Hi Lizka, WOW – Thank you for writing this. Great to see Rethink Priorities working on this. Absolutely loving the diagrams here.

I have worked in this space for a number of years mostly here, have been advocating for this cause within EA since 2016 and advised both Jess/80K and the effective institutions project on their writeups. Thought I would give some quick feedback. Let me know if it is useful.

I thought your disentanglement did a decent job. Here are a few thought I had on it.

I really like how you split IIDM into "A technical approach to IIDM" and "A value-aligning approach to IIDM."
However I found the details of how you split it to be very confusing. It left me quite unsure what goes into what bucket. For example intuitively I would see increasing the "accuracy of governments" (i.e. aligning governments with the interests of the voters) as "value-aligning" yet you classify it as "technical".
That said despite this, I very much agreed with the conclusion that "value-oriented IIDM makes more sense than value-neutral IIDM" and the points you made to that effect.
I didn’t quite understand what "(1) IIDM can improve our intellectual and political environment" was really getting at. My best guess is that by (1) you mean work that only indirectly leads to "(3) improved outcomes". So value-oriented (1) would look like general value spreading. Is that correct?
I agree with "for the sake of clarity ... we should generally distinguish between 'meta EA' work and IIDM work". That said I think it is worth bearing in mind that on occasion the approaches might not be that different. For example I have been advising the UK government on how to asses high-impact risks which is relevant for EAs too.*
One institution can have many parts. Might be a thing to highlight if you do more disentanglement. E.g. Is a new office for future generations within a government, a new institution or improving an existing institution?

One other thought I had whilst reading.

I think it is important not to assign value to IIDM based on what is "predictable".

For example you say "it would be extremely hard to produce candidate IIDM interventions that would have sufficiently predictable outcomes via this pathway, as the outcomes would depend on many very uncertain factors." Predictions do matter but one of the key cases for IIDM is that it offers a solution to the unpredictable, the unknown unknows, to the uncertainty of the EA (and especially longtermist) endeavour. All the advice on dealing with high-uncertainty and things that are hard to predict suggest that interventions like IIDM are the kinds of interventions that should work – as set out by Ian David Moss here (from this piece).

Finally, at points you seemed uncertain about tractability of this work. I wanted to add that so far I have found it much much easier than I expected.
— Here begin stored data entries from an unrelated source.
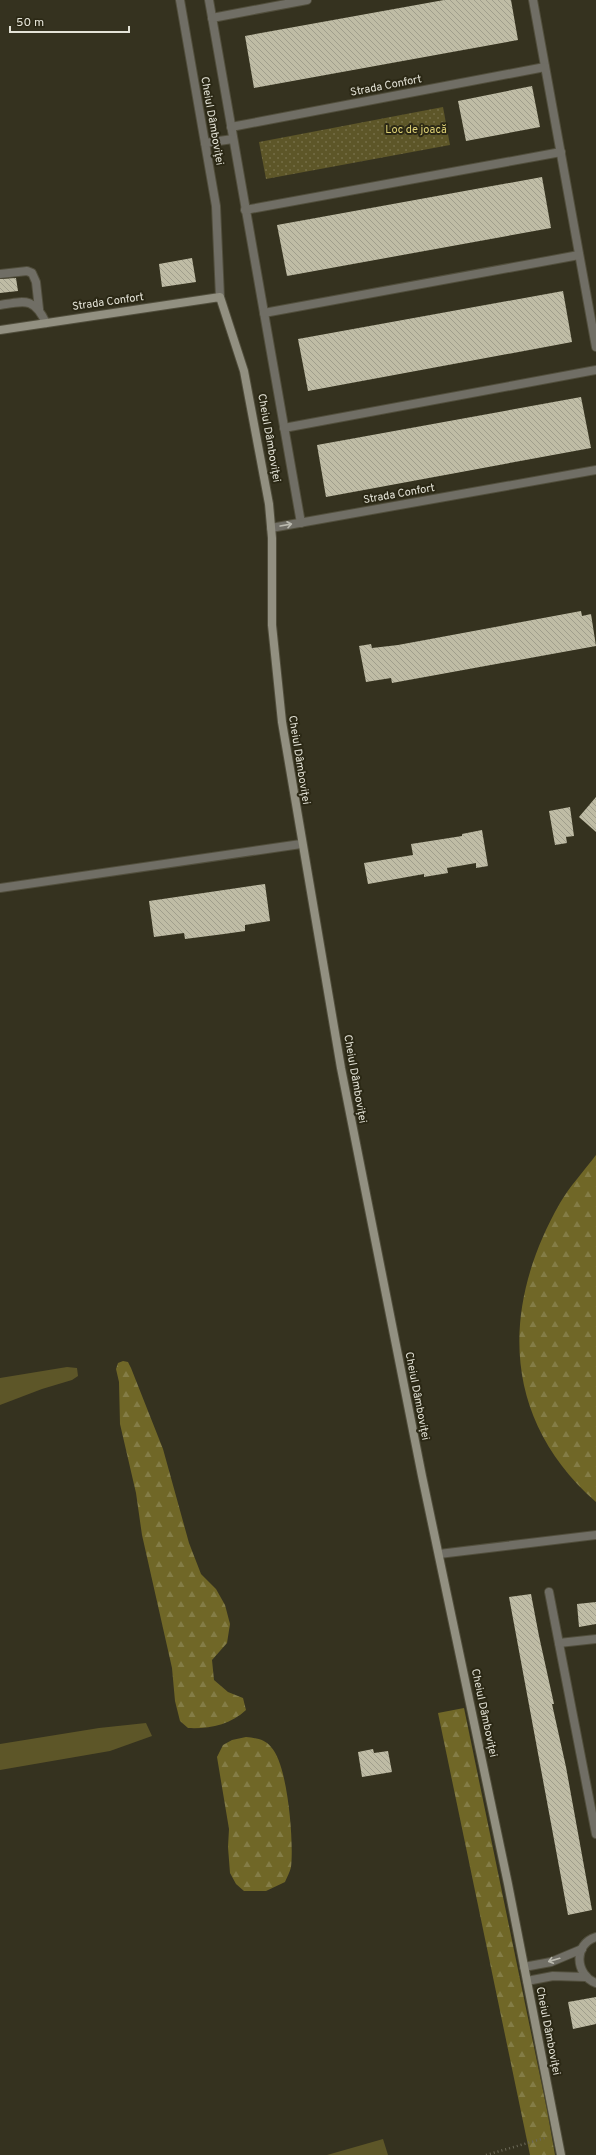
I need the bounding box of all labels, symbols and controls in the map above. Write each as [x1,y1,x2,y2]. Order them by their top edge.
scale bar [10,8,129,34]
text: 50 m [16,15,44,31]
street label: Strada Confort [349,72,423,100]
street label: Cheiul Dâmboviței [197,75,227,167]
park label: Loc de joacă [385,123,447,137]
street label: Strada Confort [71,290,145,314]
street label: Cheiul Dâmboviței [254,392,284,484]
street label: Strada Confort [362,481,436,507]
one-way arrow [279,521,292,529]
street label: Cheiul Dâmboviței [285,714,313,806]
street label: Cheiul Dâmboviței [340,1033,370,1125]
street label: Cheiul Dâmboviței [402,1350,432,1442]
street label: Cheiul Dâmboviței [468,1668,500,1758]
one-way arrow [548,1957,561,1964]
street label: Cheiul Dâmboviței [533,1985,563,2077]

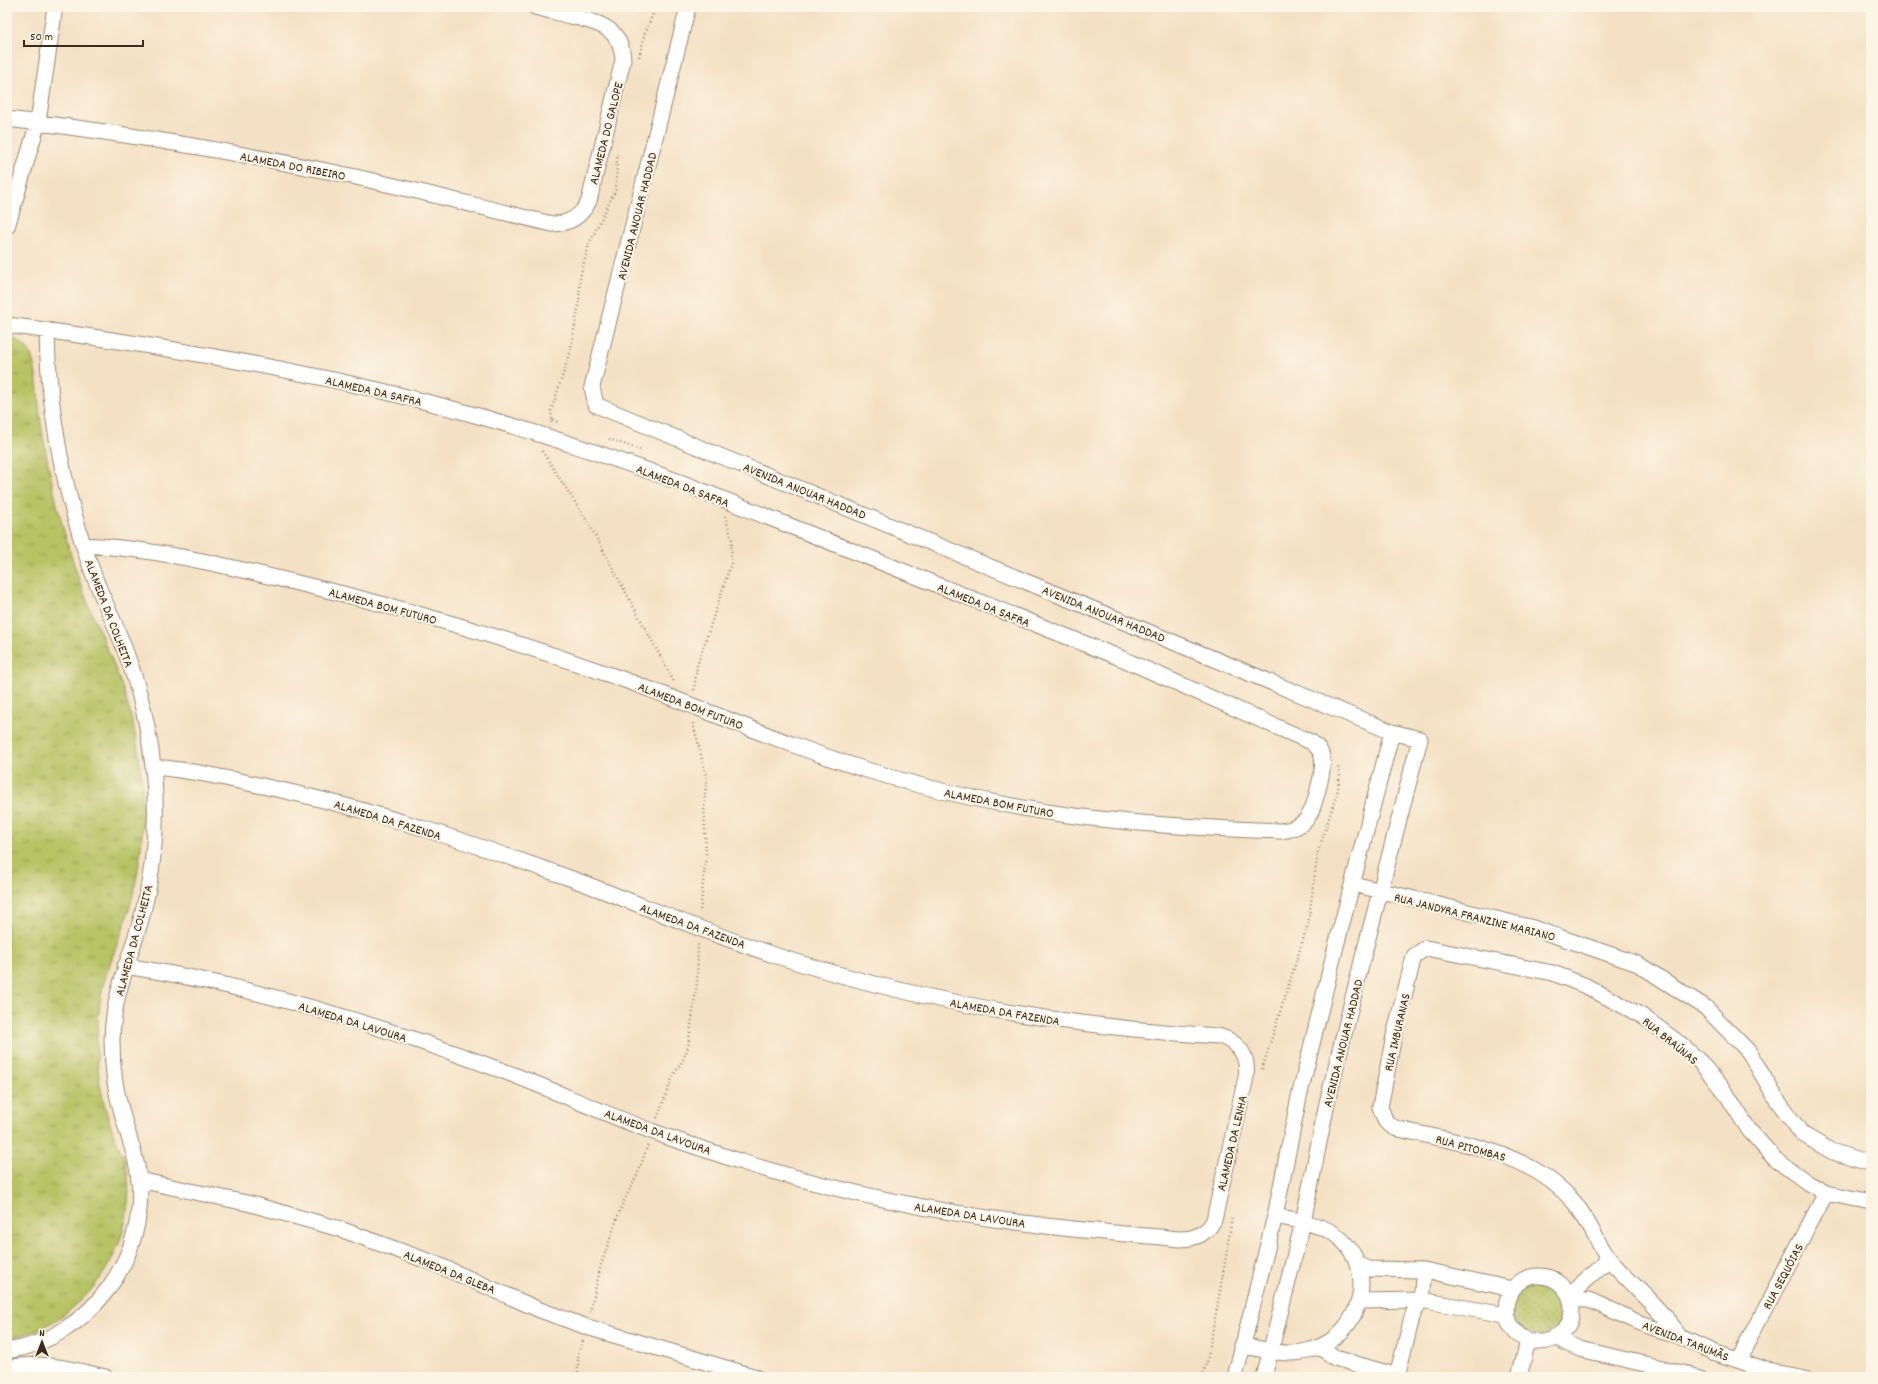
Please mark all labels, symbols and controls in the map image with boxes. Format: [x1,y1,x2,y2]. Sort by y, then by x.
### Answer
scale bar [24,22,143,48]
text: 50 m [30,29,53,46]
street label: ALAMEDA DO GALOPE [585,80,629,187]
street label: ALAMEDA DO RIBEIRO [238,148,347,187]
street label: AVENIDA ANOUAR HADDAD [613,150,664,283]
street label: ALAMEDA DA SAFRA [323,372,424,413]
street label: AVENIDA ANOUAR HADDAD [740,459,869,526]
street label: ALAMEDA DA SAFRA [633,461,732,514]
street label: ALAMEDA DA COLHEITA [78,557,137,671]
street label: ALAMEDA DA SAFRA [934,579,1032,634]
street label: AVENIDA ANOUAR HADDAD [1039,582,1168,649]
street label: ALAMEDA BOM FUTURO [326,584,439,631]
street label: ALAMEDA BOM FUTURO [635,679,745,736]
street label: ALAMEDA BOM FUTURO [942,785,1055,824]
street label: ALAMEDA DA FAZENDA [331,796,443,847]
street label: ALAMEDA DA COLHEITA [111,883,159,998]
street label: RUA JANDYRA FRANZINE MARIANO [1392,889,1557,948]
street label: ALAMEDA DA FAZENDA [637,899,748,955]
street label: AVENIDA ANOUAR HADDAD [1319,977,1370,1110]
street label: RUA IMBURANAS [1380,991,1417,1073]
street label: ALAMEDA DA FAZENDA [948,994,1061,1032]
street label: ALAMEDA DA LAVOURA [296,998,409,1049]
street label: RUA BRAÚNAS [1637,1013,1702,1071]
street label: ALAMEDA DA LENHA [1213,1094,1254,1193]
street label: ALAMEDA DA LAVOURA [601,1105,713,1162]
street label: RUA PITOMBAS [1433,1131,1508,1168]
street label: ALAMEDA DA LAVOURA [913,1198,1027,1235]
street label: RUA SEQUÓIAS [1759,1241,1810,1313]
street label: ALAMEDA DA GLEBA [400,1246,498,1300]
street label: AVENIDA TARUMÃS [1639,1317,1731,1368]
north arrow [22,1322,62,1362]
text: N [39,1326,45,1342]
Eg you say "it is possible that shifting the aims of institutions is generally very difficult or that the potential benefits from institutions is overwhelmingly bottlenecked by decision-making ability, rather than by the value-alignment of institutions’ existing aims". (I am perhaps still confused about what you would count as shifting aims Vs decision-making ability see my point 1. above, but) my rough take on this is that I have found shifting the aims of government to be fairly easy and that there are not too many decision-making bottlenecks.

So super excited to see more EA work in this space.

* Oddly enough, despite being in EA for years, I think I have found it easier to influence the UK government to get better at risk identification work than the EA community. Not sure what to do about that. Just wanted to say that I would love to input if RP is working in this space.

Phil MasiakowskiOct 9 20223

I'm curious why you think aligning governments with the interests of voters is value-aligning rather than technical. I can see that being the case for autocratic regimes, but isn't that the whole point of representative democracy?

Aleksi MaunuJan 23 20231

(not the author)

4. When I hear "(1) IIDM can improve our intellectual and political environment", I'm imagining something like if the concept of steelmanning becomes common in public discourse, we might expect that to indirectly lead to better decisions by key institutions.

Arden KoehlerSep 26 20214

Nice post : )

I mostly agree with your points, though am a bit more optimistic than it seems like you are about untargeted, value-neutral IIDM having a positive impact.

Your skepticism about this seems to be expressed here:

And yet, it seems possible that there are some institutions that cause an overwhelming amount of harm (e.g. the farming industry or some x-risk-increasing endeavors like gain-of-function research), and that the value-neutral version of IIDM fails to take that into account.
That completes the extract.